In a study of 302 athletes, 40% said they were bothered by their oral health, while 28% reported an impact on their quality of life, and 18% reported an effect on their training and performance. Also, 55% of the athletes had cavities, 45% had dental erosion, and 76% had periodontal disease.

Athletes are at high risk of developing oral diseases for several reasons, Sunstar said. For example, they require a lot of calories, which often are consumed via sugary protein sports bars. Also, athletes consumer a lot of sports drinks, which are mostly acidic and have high sugar content. Training leads to increased mouth breathing and reduced saliva flow, causing dry mouth and creating ideal conditions for bacteria to grow as well.

Sports-related stress is another risk factor that can cause gum disease, tooth erosion, cavities, and teeth grinding. In aquatic sports, low pH in swimming pool water can cause tooth erosion.

Just as athletics can impact oral health, oral health can impact athletic performance, Sunstar said. Poor oral health overall affects quality of life and well-being, which are key for optimal athletic performance, the company said.

Also, tooth decay and gum disease can cause and maintain inflammation in the body, which can negatively impact athletic performance. And athletes who have an infected tooth, mouth abscess, or some other painful condition could possibly perform badly or even withdraw from competition or training.

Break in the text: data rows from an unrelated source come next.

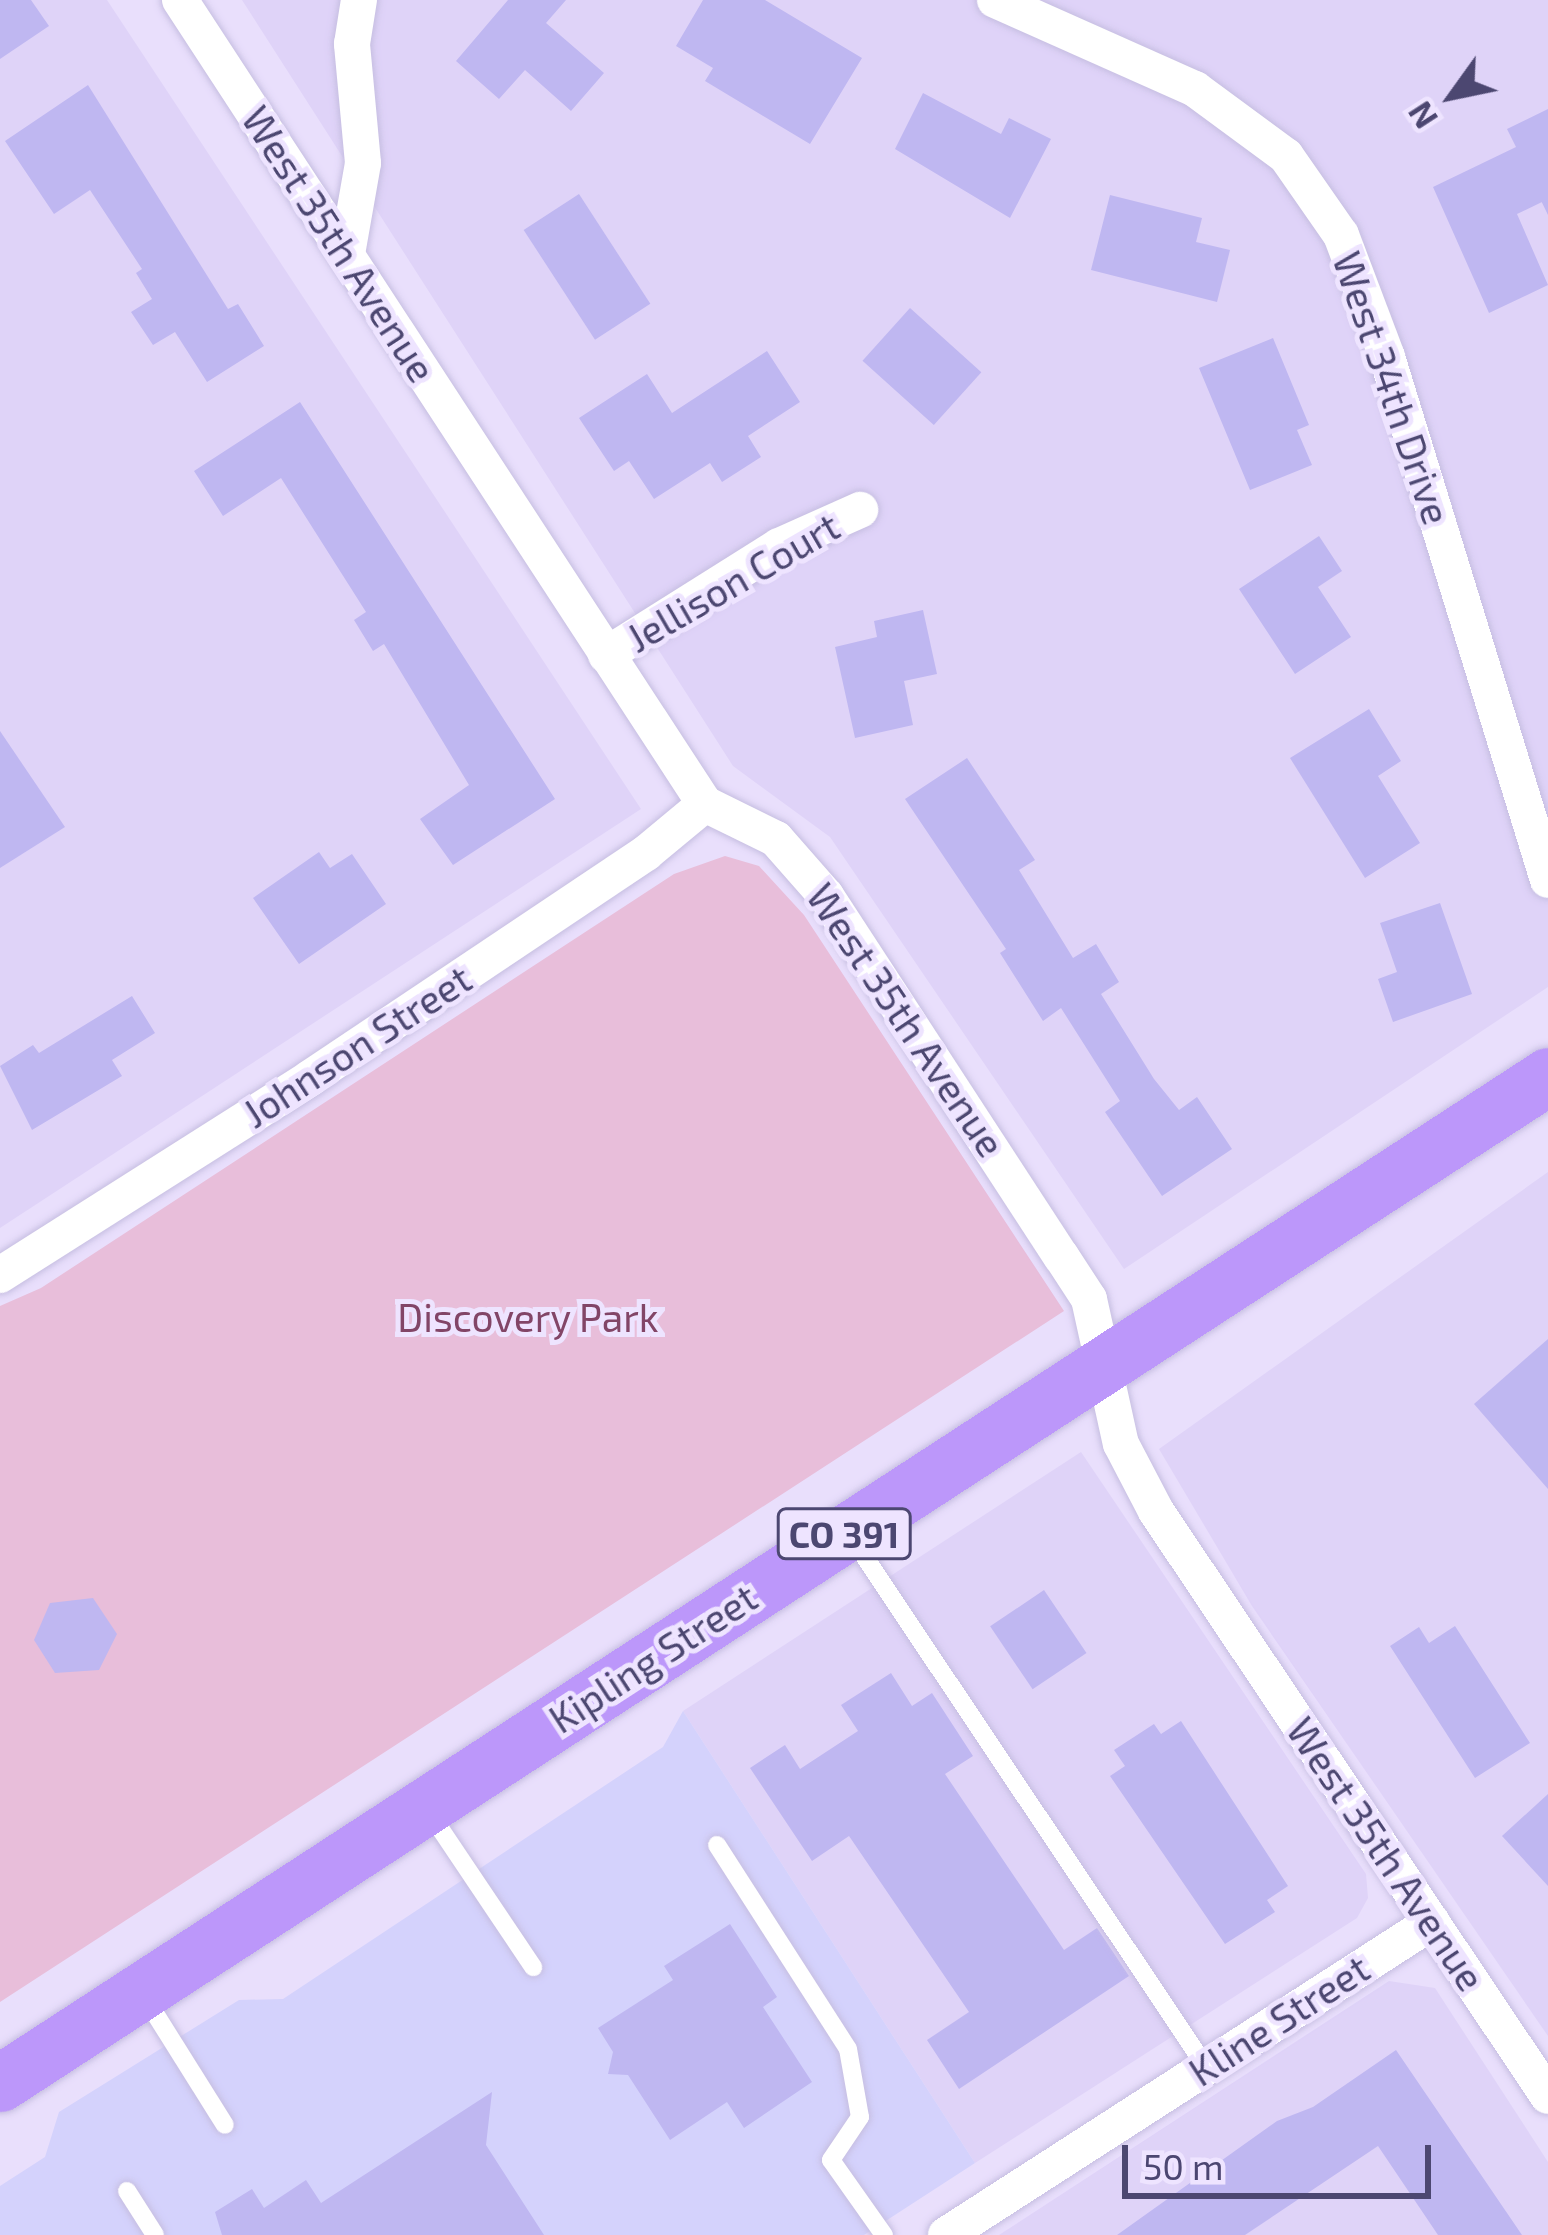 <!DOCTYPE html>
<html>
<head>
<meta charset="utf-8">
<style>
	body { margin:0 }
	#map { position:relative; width:1548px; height:2235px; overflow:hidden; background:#e9dffc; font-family:"Exo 2",sans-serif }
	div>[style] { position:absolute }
	.residential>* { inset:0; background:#dfd3f8 }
	.commercial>* { inset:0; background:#d4d2fc }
	.green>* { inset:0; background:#e8beda }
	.building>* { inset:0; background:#bfb7f1; transform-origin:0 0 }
	.roads { filter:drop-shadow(0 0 3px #c6bee1) drop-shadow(0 0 3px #c6bee1) }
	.service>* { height:18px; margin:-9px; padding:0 9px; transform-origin:9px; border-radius:9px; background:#fff }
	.minor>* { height:36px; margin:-18px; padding:0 18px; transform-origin:18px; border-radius:18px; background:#fff }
	.primary>* { height:57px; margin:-28.5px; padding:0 28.5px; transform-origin:28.5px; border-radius:28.5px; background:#bc97fa }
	span { translate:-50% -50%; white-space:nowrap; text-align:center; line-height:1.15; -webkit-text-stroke:10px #eee4ff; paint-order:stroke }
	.shield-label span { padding:3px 9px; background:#eee4ff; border:3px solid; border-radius:9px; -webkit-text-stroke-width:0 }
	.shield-label { font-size:36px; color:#4c4771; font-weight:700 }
	.street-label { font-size:39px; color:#4c4771 }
	.park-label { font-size:39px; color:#824567 }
	.north { position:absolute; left:1392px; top:36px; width:120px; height:120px; -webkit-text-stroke:9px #eee4ff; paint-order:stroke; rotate:237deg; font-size:33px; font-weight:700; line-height:48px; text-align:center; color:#4c4771 }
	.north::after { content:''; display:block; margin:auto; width:42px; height:54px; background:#4c4771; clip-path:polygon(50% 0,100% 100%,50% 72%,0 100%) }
	.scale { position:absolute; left:1122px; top:2145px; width:309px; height:54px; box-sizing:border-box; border:6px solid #4c4771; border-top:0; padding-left:15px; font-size:36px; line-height:42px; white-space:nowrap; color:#4c4771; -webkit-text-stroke:9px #eee4ff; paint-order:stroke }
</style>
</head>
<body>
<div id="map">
	<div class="residential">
		<div style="clip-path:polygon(0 0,107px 0,641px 809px,0 1228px)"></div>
		<div style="clip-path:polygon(242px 0,1548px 0,1548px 987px,1124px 1269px,830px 837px,733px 766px)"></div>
		<div style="clip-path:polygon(1548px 1172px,1548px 2036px,1252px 1606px,1159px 1449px)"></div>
		<div style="clip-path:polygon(1081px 1452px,1366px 1874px,1368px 1898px,1357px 1918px,975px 2163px,683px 1711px)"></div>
		<div style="clip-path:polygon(1389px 1981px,1435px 1988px,1548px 2162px,1548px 2235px,999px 2235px)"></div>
	</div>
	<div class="commercial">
		<div style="clip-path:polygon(683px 1711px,975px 2163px,864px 2235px,0 2235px,0 2186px,45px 2157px,59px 2112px,239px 2000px,283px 1999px,663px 1747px)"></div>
	</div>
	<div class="green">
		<div style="clip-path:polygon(725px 856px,759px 866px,804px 915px,1064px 1311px,0 2002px,0 1306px,41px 1288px,674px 874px)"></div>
	</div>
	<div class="building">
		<div style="clip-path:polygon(0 0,31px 0,49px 26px,0 59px)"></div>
		<div style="clip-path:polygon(508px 0,566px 0,546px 23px,604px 73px,571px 111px,525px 70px,499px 99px,456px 61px)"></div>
		<div style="clip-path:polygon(703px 0,765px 0,862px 58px,810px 144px,705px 81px,713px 68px,676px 46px)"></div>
		<div style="clip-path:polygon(88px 85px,228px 309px,238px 304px,264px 346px,207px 382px,175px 332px,153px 345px,131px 312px,152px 299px,136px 273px,142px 269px,90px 190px,54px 214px,5px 141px)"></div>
		<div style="clip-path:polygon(923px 93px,1001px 134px,1009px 118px,1051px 139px,1010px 218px,895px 149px)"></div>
		<div style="clip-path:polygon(1548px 109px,1548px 215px,1531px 180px,1542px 202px,1517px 214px,1548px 285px,1489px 313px,1433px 187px,1516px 147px,1507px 129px)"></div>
		<div style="left:579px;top:194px;width:131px;height:66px;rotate:57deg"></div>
		<div style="clip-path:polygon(1110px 195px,1202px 218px,1196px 242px,1230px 250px,1217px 302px,1091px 270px)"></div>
		<div style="left:910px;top:308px;width:96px;height:71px;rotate:42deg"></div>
		<div style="clip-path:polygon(1273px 338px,1309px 425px,1297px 430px,1312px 465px,1250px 490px,1199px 368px)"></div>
		<div style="clip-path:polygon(767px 351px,800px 402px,748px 436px,761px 457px,722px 482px,710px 463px,654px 499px,629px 461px,614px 471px,579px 418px,647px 374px,672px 413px)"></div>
		<div style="clip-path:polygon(300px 402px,555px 799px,453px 865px,420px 819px,469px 785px,384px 644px,373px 651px,354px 620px,366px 612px,281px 478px,223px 516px,194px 471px)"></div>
		<div style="clip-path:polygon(1319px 536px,1342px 571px,1318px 587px,1351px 637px,1295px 674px,1239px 589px)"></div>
		<div style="clip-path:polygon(923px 610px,937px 674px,904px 681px,913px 725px,855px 738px,835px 647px,877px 637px,874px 621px)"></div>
		<div style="clip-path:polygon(1369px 709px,1401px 761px,1378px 776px,1420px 843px,1365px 878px,1290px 758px)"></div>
		<div style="clip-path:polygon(0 731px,65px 827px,0 868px)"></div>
		<div style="clip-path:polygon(967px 758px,1035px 860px,1019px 870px,1073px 958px,1096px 944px,1119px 982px,1101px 994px,1154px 1079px,1179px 1110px,1197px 1097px,1232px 1149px,1162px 1196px,1105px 1112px,1120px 1101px,1061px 1008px,1043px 1021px,1000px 953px,1006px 949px,905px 799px)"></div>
		<div style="clip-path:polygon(319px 852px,330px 868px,352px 854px,386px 904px,299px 964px,253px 898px)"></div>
		<div style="clip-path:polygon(1440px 903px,1472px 994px,1393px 1022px,1378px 979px,1397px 972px,1380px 923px)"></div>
		<div style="clip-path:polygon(132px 996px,155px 1033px,112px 1060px,122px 1076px,32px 1130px,0 1066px,33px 1045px,39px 1053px)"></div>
		<div style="clip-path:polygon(1548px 1339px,1548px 1489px,1474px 1404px)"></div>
		<div style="left:1044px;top:1590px;width:76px;height:65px;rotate:56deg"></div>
		<div style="clip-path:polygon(93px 1598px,117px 1634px,99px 1670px,55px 1673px,34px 1640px,50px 1603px)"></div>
		<div style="clip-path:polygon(1455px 1626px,1530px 1743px,1475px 1778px,1390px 1646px,1419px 1627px,1429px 1643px)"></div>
		<div style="clip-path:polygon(891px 1673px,912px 1706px,932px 1693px,973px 1756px,945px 1774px,1064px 1950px,1097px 1928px,1129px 1976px,959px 2089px,927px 2040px,969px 2012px,849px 1836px,812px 1861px,750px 1768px,785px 1745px,800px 1769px,858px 1731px,841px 1705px)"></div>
		<div style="clip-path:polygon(1181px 1721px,1288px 1886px,1267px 1900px,1275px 1912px,1225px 1944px,1110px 1776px,1125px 1766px,1114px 1750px,1154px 1724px,1161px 1734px)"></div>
		<div style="clip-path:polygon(1548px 1794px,1548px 1886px,1502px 1836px)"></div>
		<div style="clip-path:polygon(730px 1924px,777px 1997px,763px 2007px,812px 2082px,744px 2128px,727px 2102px,670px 2140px,628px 2075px,608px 2074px,613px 2052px,598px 2028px,673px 1980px,664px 1966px)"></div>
		<div style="clip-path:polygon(1396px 2050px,1522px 2235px,1438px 2235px,1378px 2146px,1245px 2235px,1117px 2235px,1277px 2121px,1313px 2107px)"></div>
		<div style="clip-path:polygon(492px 2092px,486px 2145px,544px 2235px,222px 2235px,215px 2212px,252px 2189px,264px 2208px,306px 2180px,321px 2203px)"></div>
	</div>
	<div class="roads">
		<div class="service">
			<div style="left:852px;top:1538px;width:637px;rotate:56.21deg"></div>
			<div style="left:429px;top:1812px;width:187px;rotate:56.1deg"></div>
			<div style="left:717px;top:1845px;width:242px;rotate:57.3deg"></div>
			<div style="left:848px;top:2049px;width:69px;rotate:80deg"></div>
			<div style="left:860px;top:2117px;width:52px;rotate:124deg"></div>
			<div style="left:831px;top:2160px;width:92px;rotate:54.8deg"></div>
			<div style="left:144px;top:1996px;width:152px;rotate:57.9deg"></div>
			<div style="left:127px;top:2191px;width:52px;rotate:57.5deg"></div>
		</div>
		<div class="minor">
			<div style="left:180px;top:0;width:960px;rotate:56.86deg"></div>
			<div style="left:705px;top:804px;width:79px;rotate:26.2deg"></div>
			<div style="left:776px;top:839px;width:76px;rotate:48.7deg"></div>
			<div style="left:826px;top:896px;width:430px;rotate:56.9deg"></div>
			<div style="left:1061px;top:1256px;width:51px;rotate:56.9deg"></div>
			<div style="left:1089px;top:1299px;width:148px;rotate:77.6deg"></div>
			<div style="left:1121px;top:1444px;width:76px;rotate:62.4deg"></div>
			<div style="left:1156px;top:1511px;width:704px;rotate:56.17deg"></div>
			<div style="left:995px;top:0;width:219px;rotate:24deg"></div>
			<div style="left:1195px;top:89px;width:113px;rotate:36.4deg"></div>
			<div style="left:1286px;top:156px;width:96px;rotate:55.2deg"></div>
			<div style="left:1341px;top:235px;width:130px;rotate:69.3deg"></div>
			<div style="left:1387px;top:357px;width:547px;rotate:72.89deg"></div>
			<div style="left:347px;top:254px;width:92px;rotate:-80deg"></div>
			<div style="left:363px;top:163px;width:120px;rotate:-95.3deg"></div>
			<div style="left:352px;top:44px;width:45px;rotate:-81deg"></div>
			<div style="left:606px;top:655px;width:204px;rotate:-32.2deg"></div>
			<div style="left:779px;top:546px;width:89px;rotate:-24deg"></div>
			<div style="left:0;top:1275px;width:367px;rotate:-32.4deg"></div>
			<div style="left:310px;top:1078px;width:404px;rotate:-33.8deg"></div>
			<div style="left:646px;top:853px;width:77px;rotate:-39.7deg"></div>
			<div style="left:946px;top:2235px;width:578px;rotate:-32.78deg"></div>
		</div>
		<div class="primary">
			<div style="left:0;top:2083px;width:1847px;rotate:-33.04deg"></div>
		</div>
	</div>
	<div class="shield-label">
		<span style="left:844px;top:1534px">CO 391</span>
	</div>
	<div class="street-label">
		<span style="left:339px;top:244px;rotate:57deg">West 35th Avenue</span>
		<span style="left:1392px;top:388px;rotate:71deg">West 34th Drive</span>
		<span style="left:733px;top:582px;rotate:-30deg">Jellison Court</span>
		<span style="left:906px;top:1020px;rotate:56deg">West 35th Avenue</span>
		<span style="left:357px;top:1046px;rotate:-33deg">Johnson Street</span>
		<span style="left:653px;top:1658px;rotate:-33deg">Kipling Street</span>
		<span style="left:1386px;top:1854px;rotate:56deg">West 35th Avenue</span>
		<span style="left:1279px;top:2020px;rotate:-33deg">Kline Street</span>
	</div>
	<div class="park-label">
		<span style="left:528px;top:1317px">Discovery Park</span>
	</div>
	<div class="north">N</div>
	<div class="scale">50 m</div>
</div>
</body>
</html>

Sunstar offers advice for athletes:

  • Make your oral health a priority, just like other parts of your training program, and include it as part of your daily routine like training, nutrition, and physio.
  • Brush your teeth twice a day for at least two minutes with a fluoride toothpaste, ideally 30 minutes after eating, and clean between your teeth using interdental brushes, picks, or floss.
  • Chew sugar-free gum or rinse with water after meals and snacks when brushing isn’t an option.
  • Ensure you visit your dentist at least twice a year for a complete oral health checkup.

“We are striving to raise awareness of the importance of good oral hygiene to athletes and to their overall performance,” said Dr. Marzia Massignani, PhD, senior manager of scientific affairs at Sunstar.